(Note: I'm a Linux guy and I have no experience with macOS. Take my answer with a grain of salt).
With sudo chmod 664 /etc/
you removed execute bit from the directory and in effect you cannot access (read, write) items living within. This includes (among others):
/etc/profile
, where common PS1
is defined,
/etc/localtime
, /etc/timezone
or whatever macOS uses.
You need sudo chmod 755 /etc
to revert this. Unfortunately no access to /etc/sudoers
will probably prevent you from doing this directly. If you're extremely lucky, you still have a shell running as root (started for whatever reason before things went wrong) where you can invoke chmod 755 /etc
without sudo
. But probably you're not so lucky.
If the same problem occurred in my Kubuntu (no encryption or such), I would boot live USB Linux, mount the filesystem and fix the permissions.

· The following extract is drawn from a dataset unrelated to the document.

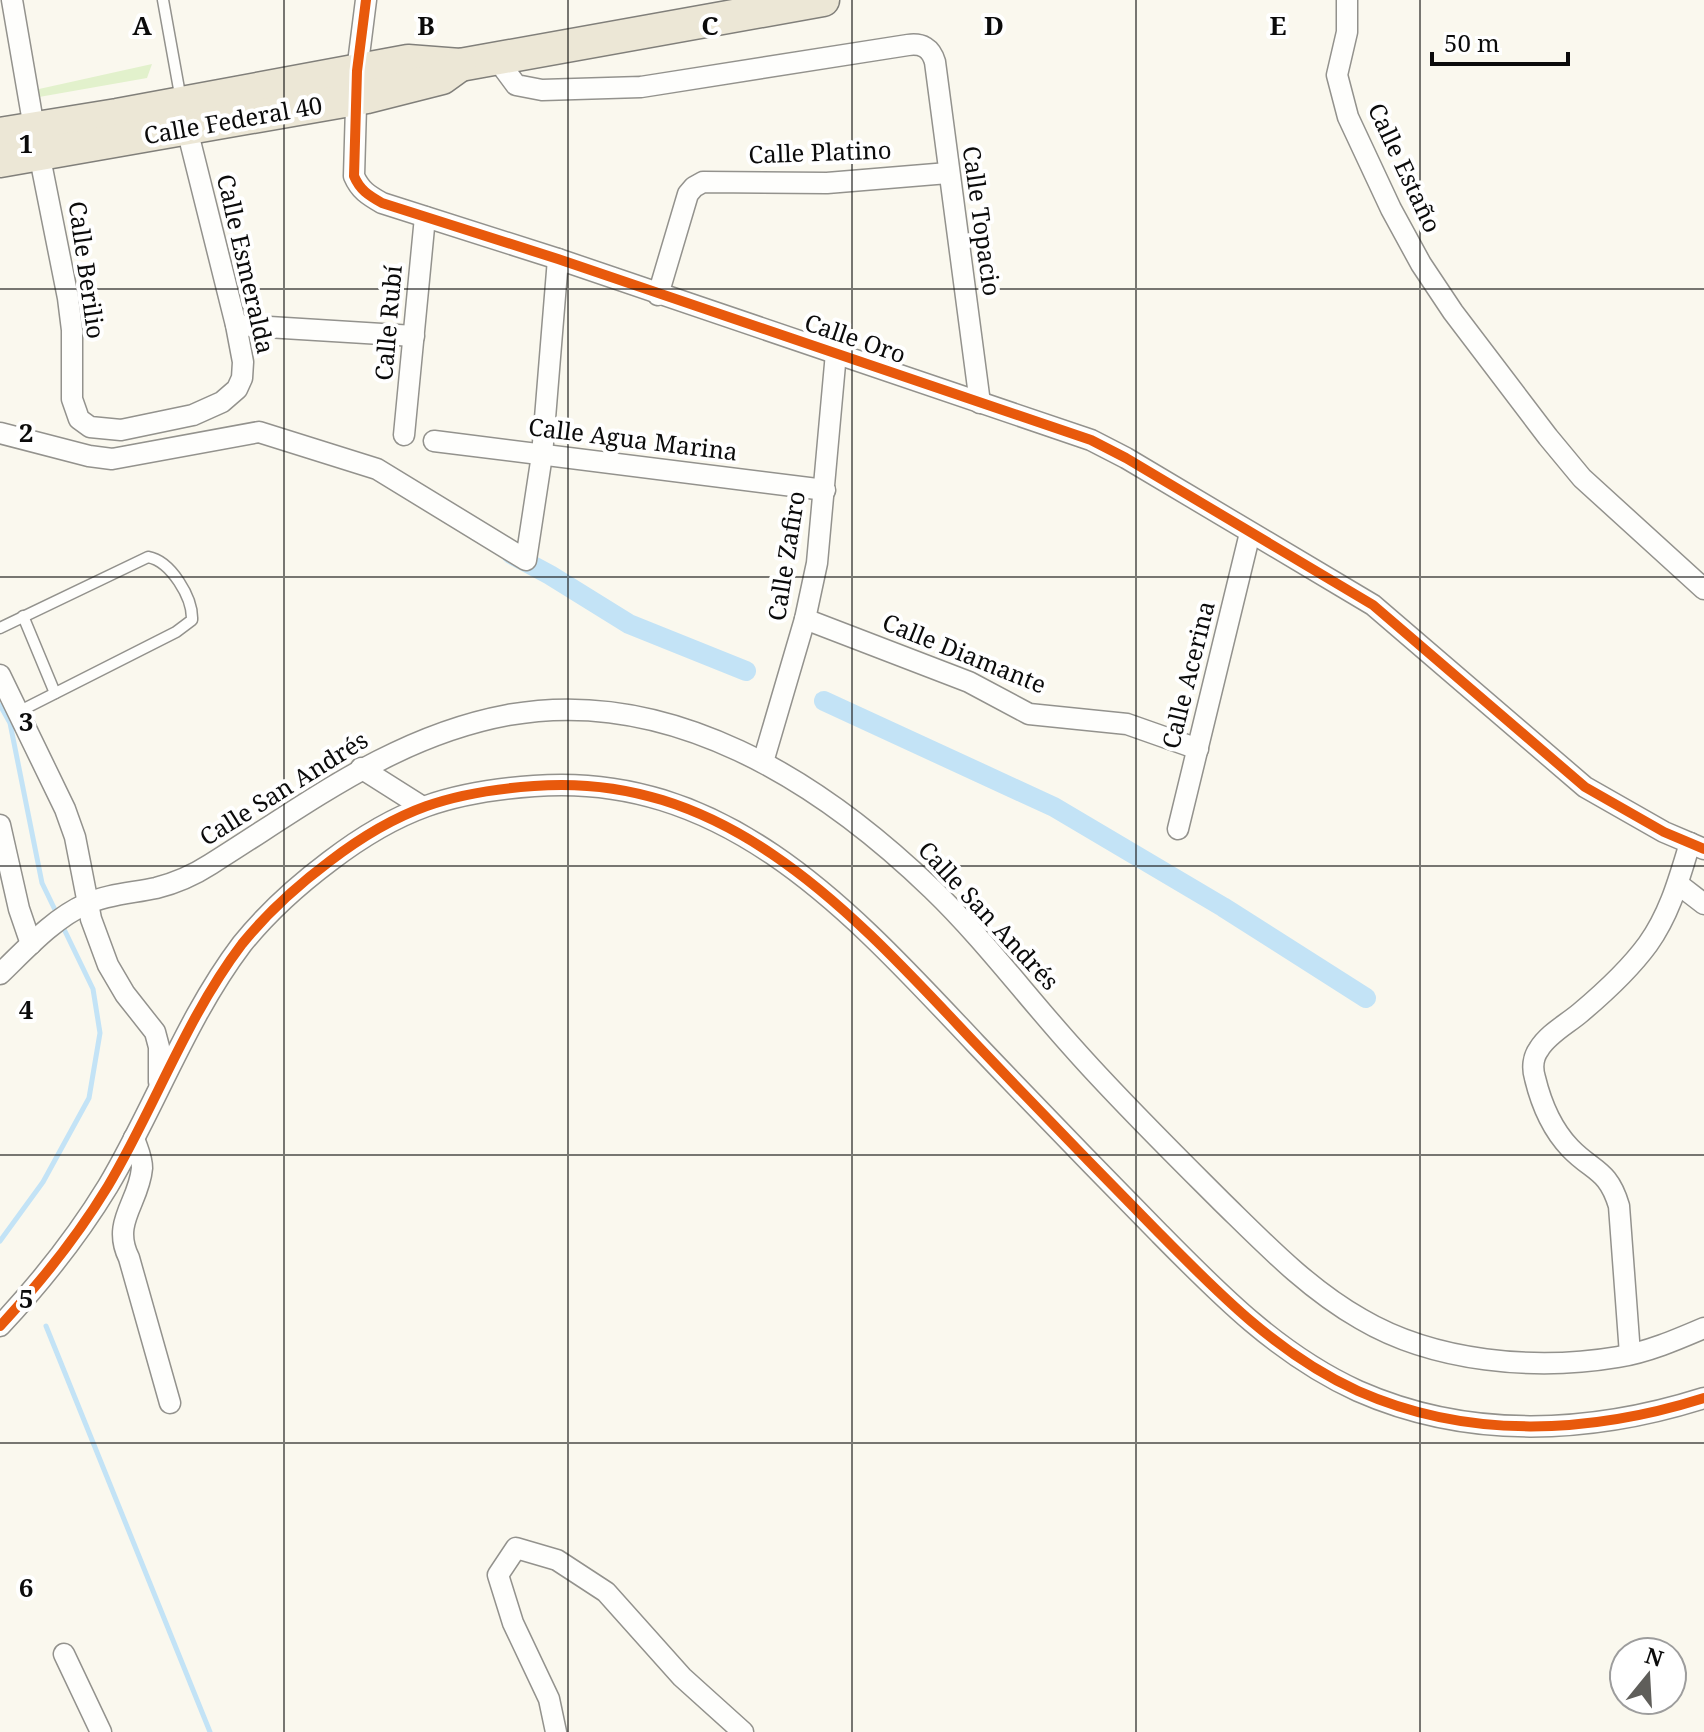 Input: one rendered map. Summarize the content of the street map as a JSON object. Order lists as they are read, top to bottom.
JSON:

I don't know if you can easily fix macOS "from the outside" like this.
This (oldish) question deals with a similar problem where sudo
doesn't work because of wrong permissions of /etc/sudoers
. Possible solutions from answers:
This may be one of the rare cases where running "Repair Disk Permissions" from Disk Utility might actually be warranted.
If that doesn't work, follow […] suggestion of booting into single user mode to fix it
This one looks promising:
Another approach is using Automator.app
.
Create a new workflow that contains something like the following:
do shell script "chmod 0440 /etc/sudoers" with administrator privileges
When you run it, it'll ask for your password and (presuming you're an administrator) it'll fix it.
This also works if you've messed up the permissions on a parent directory (eg making /
something other than 755).
Keep in mind you need to chmod 755 /etc
, so don't blindly paste the above code. Your case falls under "messed up permissions on a parent directory".